As an industrial basic product, cement production is globally the second-largest source of greenhouse gas (GHG) emissions. It is also a material with increasing demand. To reduce its environmental impact, the cement industry has established a roadmap to decarbonize the industry by 2050, including the integration of innovative technologies into its processes. During cement production, approximately 35% of greenhouse gas emissions come from the fossil fuels needed to produce the heat required for transforming limestone into cement. The remaining 65% is generated by the limestone reduction reaction that releases CO2.

Electrifying cement production

Instead of burning fuel to heat limestone, Pyrowave's electrified technology will use microwaves powered by renewable energy. This process could reduce greenhouse gas emissions from cement production by about 35%. By using microwaves, the process can also produce a highly concentrated stream of CO2 only from limestone decomposition, reducing capture and sequestration costs by avoiding costly separation from a diluted combustion stream. The Pyrowave platform thus has the potential to produce low-carbon cement at a competitive cost.

Pyrowave's patented technological platform uses microwaves to produce various products with better energy efficiency and a lower carbon footprint. The use of microwaves accelerates reaction time, allowing the use of smaller equipment than those currently used to produce cement. This can have a significant impact on investment costs and the size of a future cement plant using this technology, while improving the overall environmental impact.

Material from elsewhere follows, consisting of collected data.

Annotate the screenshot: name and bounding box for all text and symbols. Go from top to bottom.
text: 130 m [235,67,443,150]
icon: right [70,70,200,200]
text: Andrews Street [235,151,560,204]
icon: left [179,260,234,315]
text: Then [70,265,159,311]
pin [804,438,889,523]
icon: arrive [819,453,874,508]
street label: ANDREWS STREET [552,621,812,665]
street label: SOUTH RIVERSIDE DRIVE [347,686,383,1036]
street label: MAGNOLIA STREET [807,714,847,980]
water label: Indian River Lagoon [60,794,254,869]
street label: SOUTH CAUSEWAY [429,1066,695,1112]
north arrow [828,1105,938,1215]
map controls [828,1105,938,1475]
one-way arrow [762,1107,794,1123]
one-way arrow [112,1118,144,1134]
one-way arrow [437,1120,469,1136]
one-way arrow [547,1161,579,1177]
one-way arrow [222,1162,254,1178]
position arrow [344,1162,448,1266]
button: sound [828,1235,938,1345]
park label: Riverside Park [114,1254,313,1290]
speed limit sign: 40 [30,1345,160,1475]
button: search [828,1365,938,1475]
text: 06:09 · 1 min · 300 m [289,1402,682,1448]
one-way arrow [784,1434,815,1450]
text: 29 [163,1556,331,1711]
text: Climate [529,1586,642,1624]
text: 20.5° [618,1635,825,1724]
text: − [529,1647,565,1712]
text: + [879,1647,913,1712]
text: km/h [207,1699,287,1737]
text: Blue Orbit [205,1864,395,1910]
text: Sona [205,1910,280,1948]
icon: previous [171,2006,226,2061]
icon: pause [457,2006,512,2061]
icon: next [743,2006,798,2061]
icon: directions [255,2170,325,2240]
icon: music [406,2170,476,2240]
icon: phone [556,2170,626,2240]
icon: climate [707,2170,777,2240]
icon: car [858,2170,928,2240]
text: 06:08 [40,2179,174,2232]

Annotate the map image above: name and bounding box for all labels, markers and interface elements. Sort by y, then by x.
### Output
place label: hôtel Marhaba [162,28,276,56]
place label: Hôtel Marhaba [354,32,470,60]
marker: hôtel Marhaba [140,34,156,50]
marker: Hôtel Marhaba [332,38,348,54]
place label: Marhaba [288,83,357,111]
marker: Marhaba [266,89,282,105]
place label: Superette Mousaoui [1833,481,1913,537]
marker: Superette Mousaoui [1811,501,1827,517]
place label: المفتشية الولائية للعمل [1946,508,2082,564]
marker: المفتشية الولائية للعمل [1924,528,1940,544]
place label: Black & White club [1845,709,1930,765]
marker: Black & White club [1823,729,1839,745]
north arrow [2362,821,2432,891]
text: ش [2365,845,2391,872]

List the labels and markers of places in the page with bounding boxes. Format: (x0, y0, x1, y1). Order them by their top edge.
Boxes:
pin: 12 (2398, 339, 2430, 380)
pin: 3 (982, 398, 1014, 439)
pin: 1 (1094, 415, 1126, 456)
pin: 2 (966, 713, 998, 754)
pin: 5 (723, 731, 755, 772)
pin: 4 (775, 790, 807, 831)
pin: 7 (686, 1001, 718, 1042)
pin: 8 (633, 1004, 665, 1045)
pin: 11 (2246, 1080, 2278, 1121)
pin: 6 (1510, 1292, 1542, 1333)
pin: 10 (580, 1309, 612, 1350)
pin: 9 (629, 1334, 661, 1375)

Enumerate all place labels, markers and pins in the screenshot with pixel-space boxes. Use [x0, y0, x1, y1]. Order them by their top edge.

"The use of microwaves for cement production is recognized as a possible means of decarbonizing this industry. Pyrowave has developed the key expertise to industrialize this approach and provide a comprehensive industrial solution for producing low-carbon cement," says Jocelyn Doucet, President, and CEO of Pyrowave.

"We have been working very hard for several years to develop and implement eco-efficient binders and concretes with low carbon impact. Globally, we are talking about approximately 3 billion tons annually of CO2 equivalent associated with conventional Portland cement production. Drastically reducing CO2 emissions into the atmosphere during Portland cement production will be a spectacular advancement! Furthermore, by transforming the production process without significantly changing the chemistry of the produced Portland cement, it can comply with existing Canadian standards and thus be quickly adopted by the industry," says William Wilson, Professor at the University of Sherbrooke who will lead the project and is a member of the Research Center on Sustainable Materials, Infrastructures, and Buildings of the Faculty of Engineering at the University of Sherbrooke.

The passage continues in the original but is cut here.